▶ Provided records
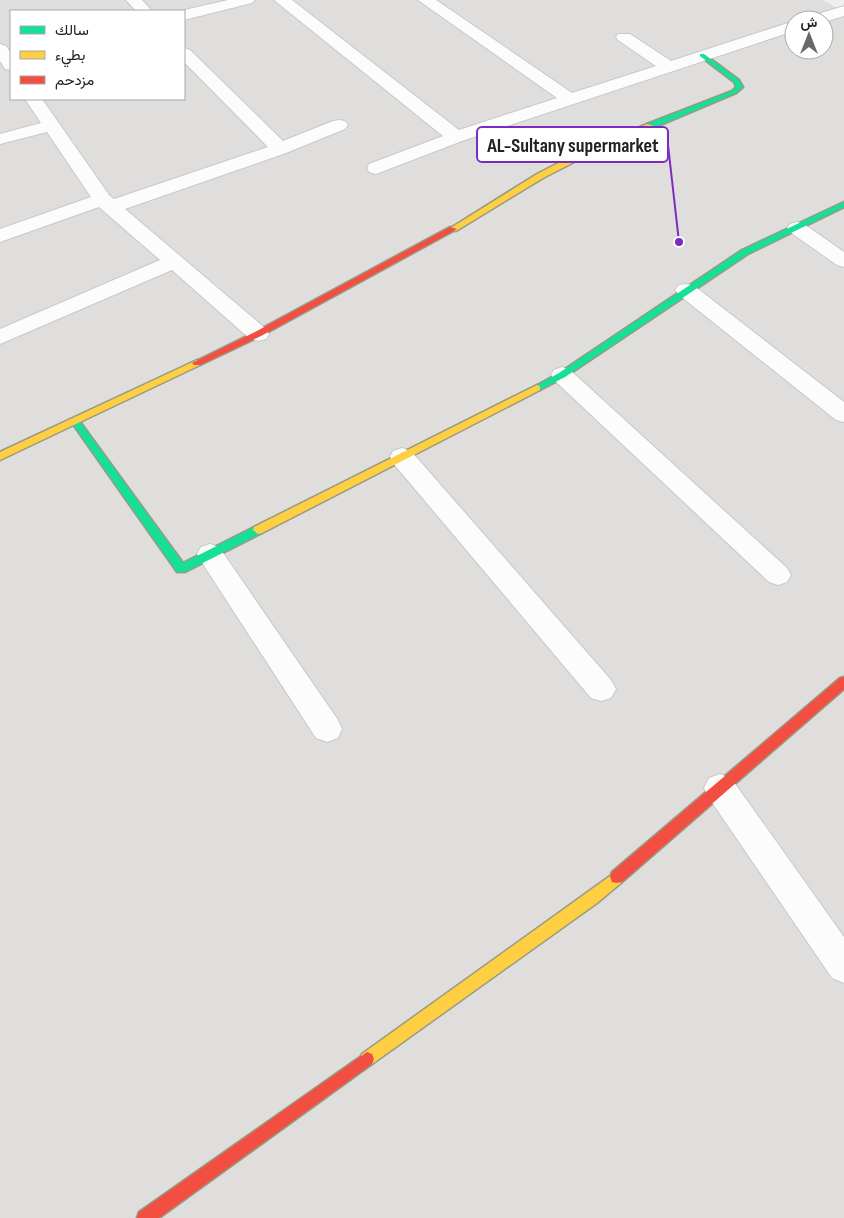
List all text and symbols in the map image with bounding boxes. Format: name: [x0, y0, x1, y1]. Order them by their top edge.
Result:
legend: [10, 10, 185, 100]
north arrow: [784, 10, 834, 60]
text: ش: [801, 14, 818, 31]
text: سالك: [55, 21, 89, 40]
text: بطيء: [55, 46, 85, 68]
text: مزدحم: [55, 71, 94, 90]
callout: AL-Sultany supermarket: [477, 127, 668, 162]
text: AL-Sultany supermarket: [486, 134, 659, 158]

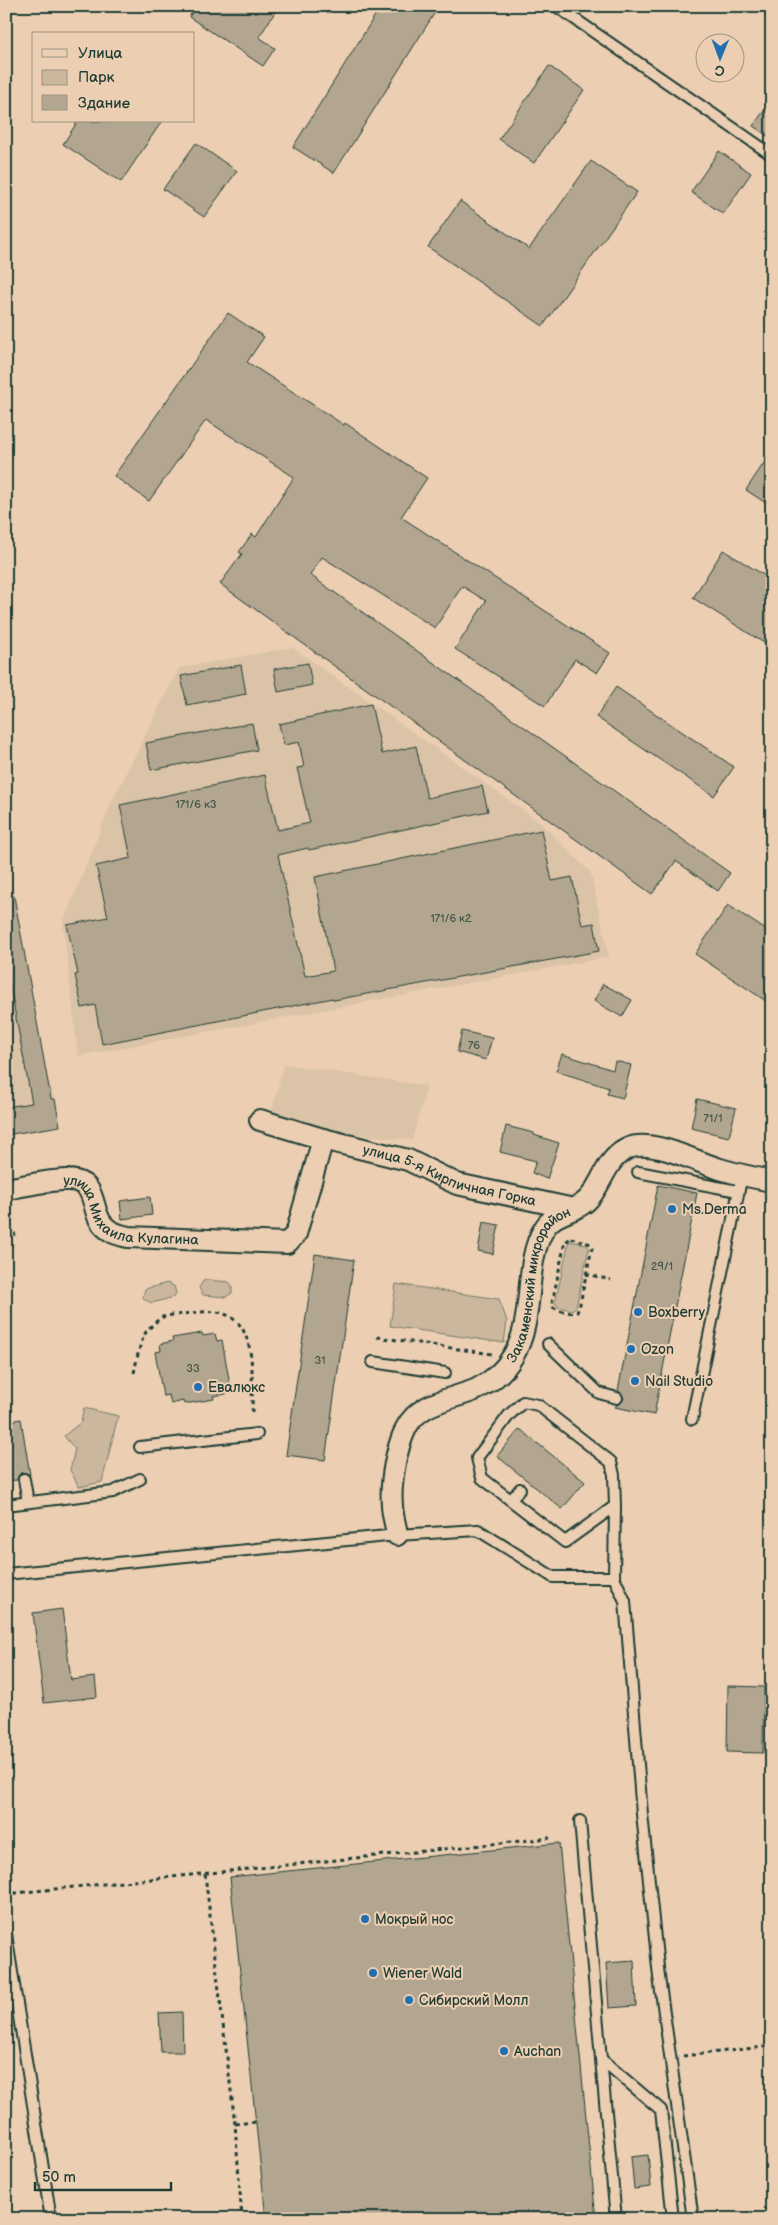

▶ Instructions for the task
Exclude all images and retype the data precisely.

▶ Response area
List all text and symbols in the map image with bounding boxes. Format: name: [x0, y0, x1, y1]. Order them by their top edge.
Result:
legend: [10, 10, 185, 100]
north arrow: [784, 10, 834, 60]
text: ش: [801, 14, 818, 31]
text: سالك: [55, 21, 89, 40]
text: بطيء: [55, 46, 85, 68]
text: مزدحم: [55, 71, 94, 90]
callout: AL-Sultany supermarket: [477, 127, 668, 162]
text: AL-Sultany supermarket: [486, 134, 659, 158]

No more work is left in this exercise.